Every line of the material is to be returned verbatim. Pictures stay out.

Provided material START

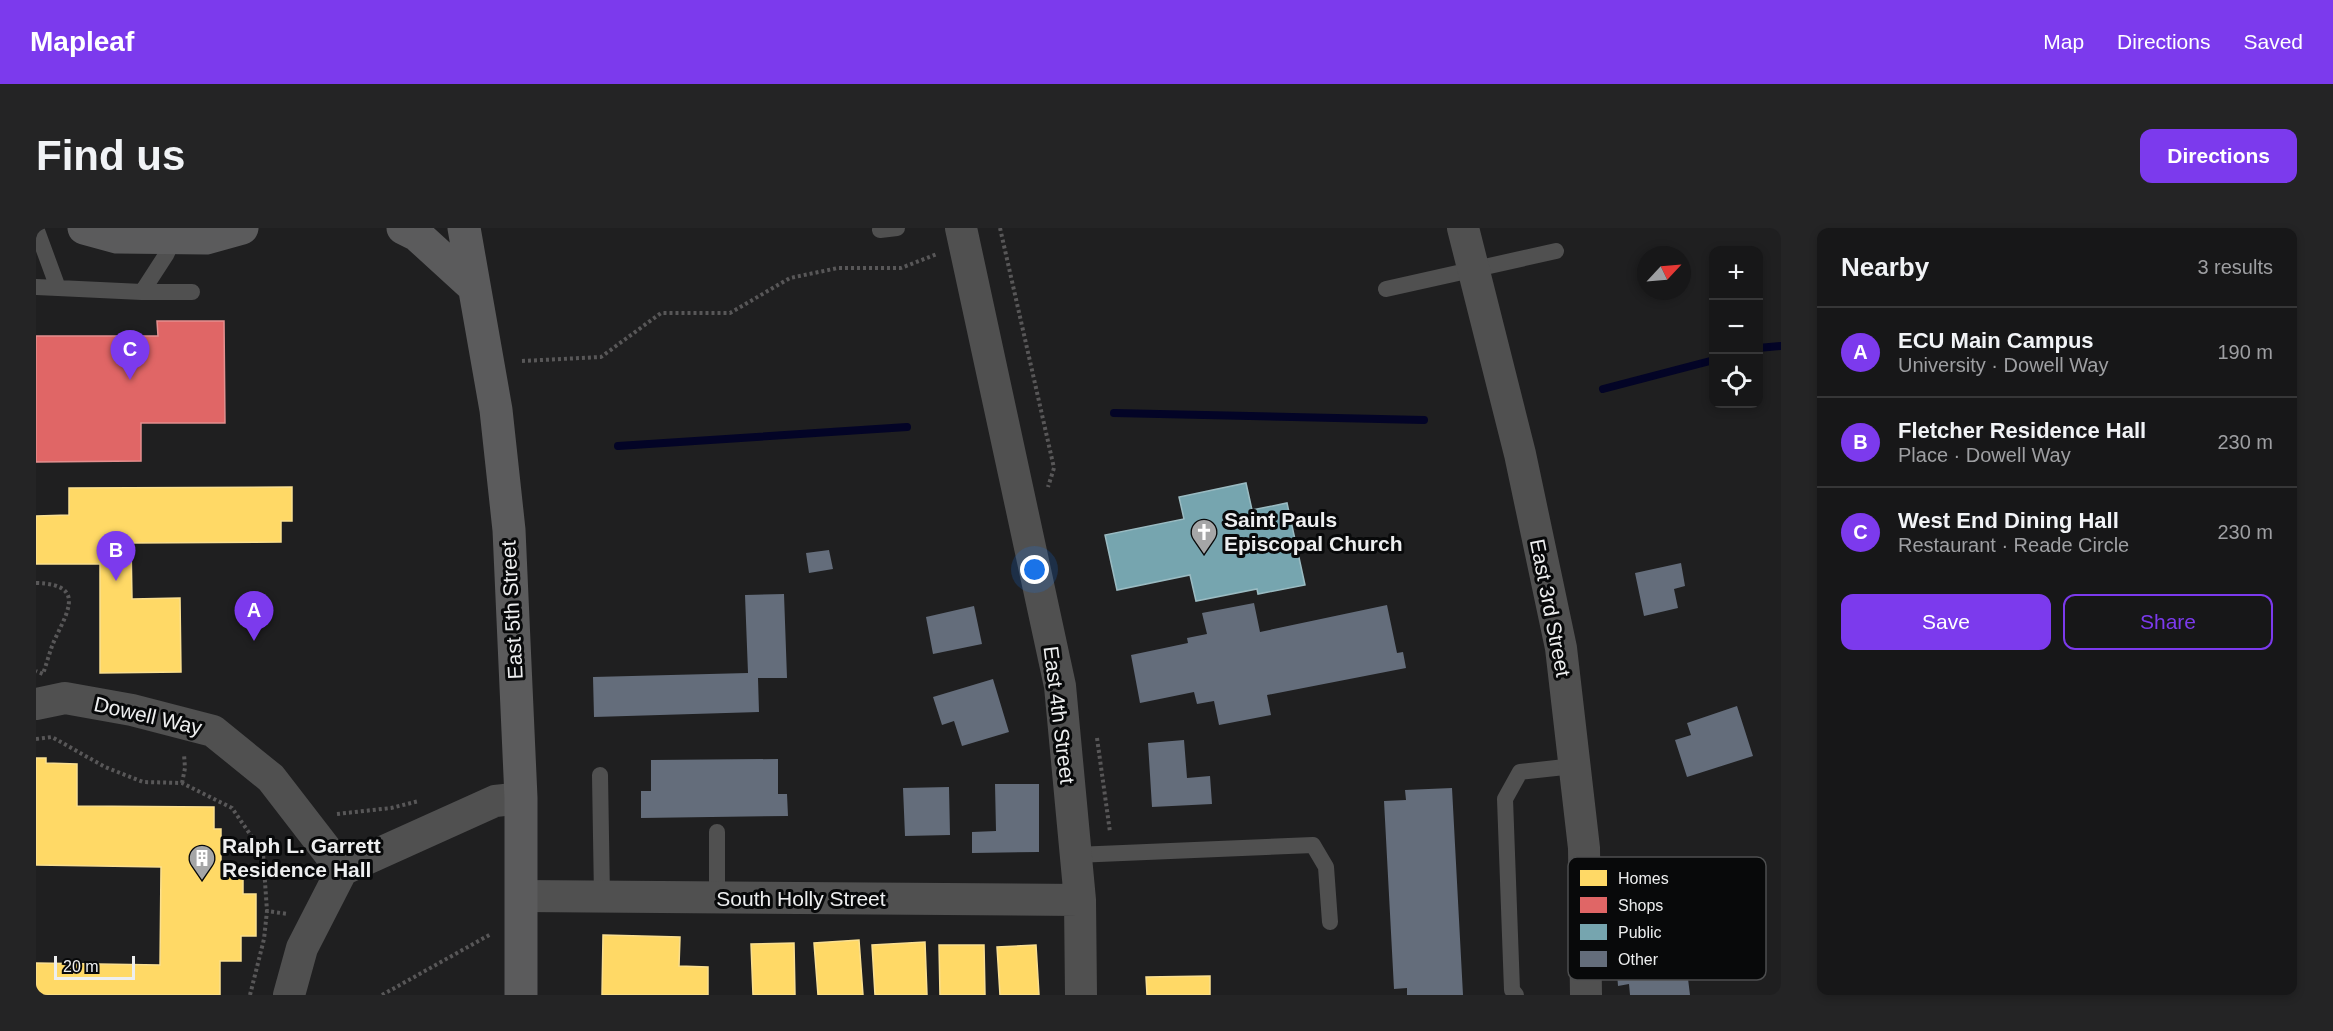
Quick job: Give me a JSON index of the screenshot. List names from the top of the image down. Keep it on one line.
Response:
{"streets":{"main road":["East 5th Street"],"street":["East 3rd Street","East 4th Street","Dowell Way","South Holly Street"]},"crossings":[["East 5th Street","South Holly Street"],["East 4th Street","South Holly Street"]],"places":{"church":["Saint Pauls Episcopal Church"],"building":["Ralph L. Garrett Residence Hall"]},"legend":["Homes","Shops","Public","Other"],"scale_bar":"20 m","north":"top right","page":{"header":"Mapleaf","nav":["Map","Directions","Saved"],"buttons":["Directions",["Save","Share"]],"title":"Find us","heading":["Nearby","3 results"],"map_buttons":["+","−"],"list":[{"mark":"A","name":"ECU Main Campus","note":"University · Dowell Way","value":"190 m"},{"mark":"B","name":"Fletcher Residence Hall","note":"Place · Dowell Way","value":"230 m"},{"mark":"C","name":"West End Dining Hall","note":"Restaurant · Reade Circle","value":"230 m"}],"pins":["C","B","A"],"scale":"20 m"}}
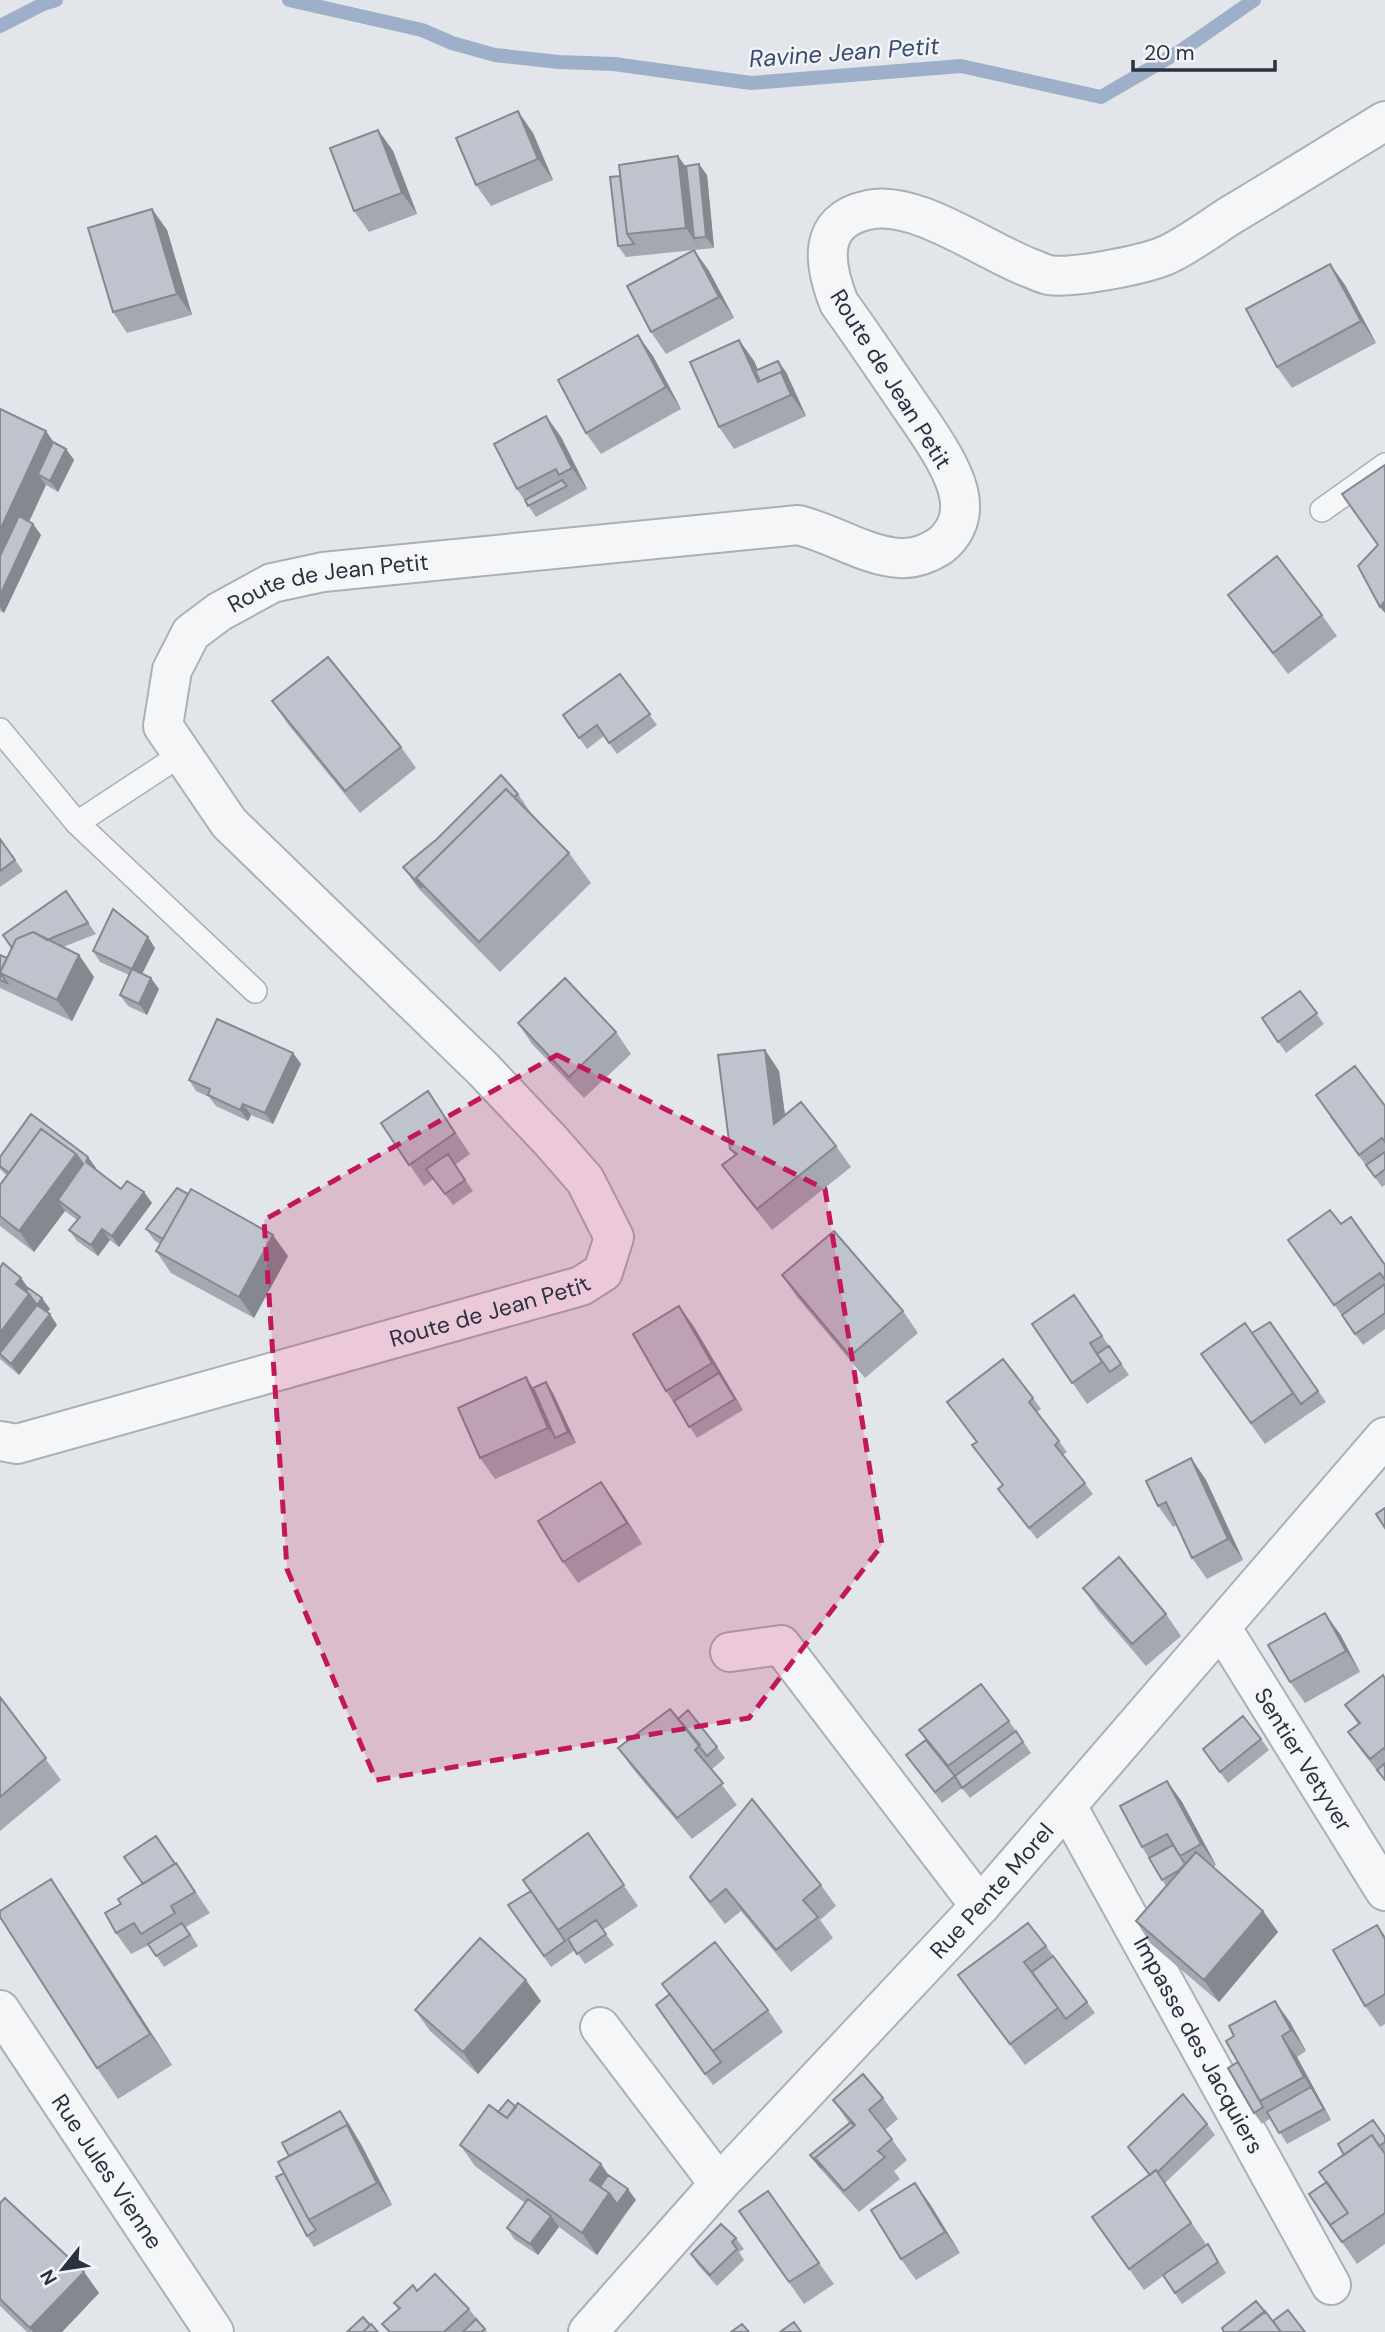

Provided material END

Response to the task:
Quick job: Give me a JSON index of the screenshot. List names from the top of the image down. Keep it on one line.
Response:
{"streets":{"main road":["East 5th Street"],"street":["East 3rd Street","East 4th Street","Dowell Way","South Holly Street"]},"crossings":[["East 5th Street","South Holly Street"],["East 4th Street","South Holly Street"]],"places":{"church":["Saint Pauls Episcopal Church"],"building":["Ralph L. Garrett Residence Hall"]},"legend":["Homes","Shops","Public","Other"],"scale_bar":"20 m","north":"top right","page":{"header":"Mapleaf","nav":["Map","Directions","Saved"],"buttons":["Directions",["Save","Share"]],"title":"Find us","heading":["Nearby","3 results"],"map_buttons":["+","−"],"list":[{"mark":"A","name":"ECU Main Campus","note":"University · Dowell Way","value":"190 m"},{"mark":"B","name":"Fletcher Residence Hall","note":"Place · Dowell Way","value":"230 m"},{"mark":"C","name":"West End Dining Hall","note":"Restaurant · Reade Circle","value":"230 m"}],"pins":["C","B","A"],"scale":"20 m"}}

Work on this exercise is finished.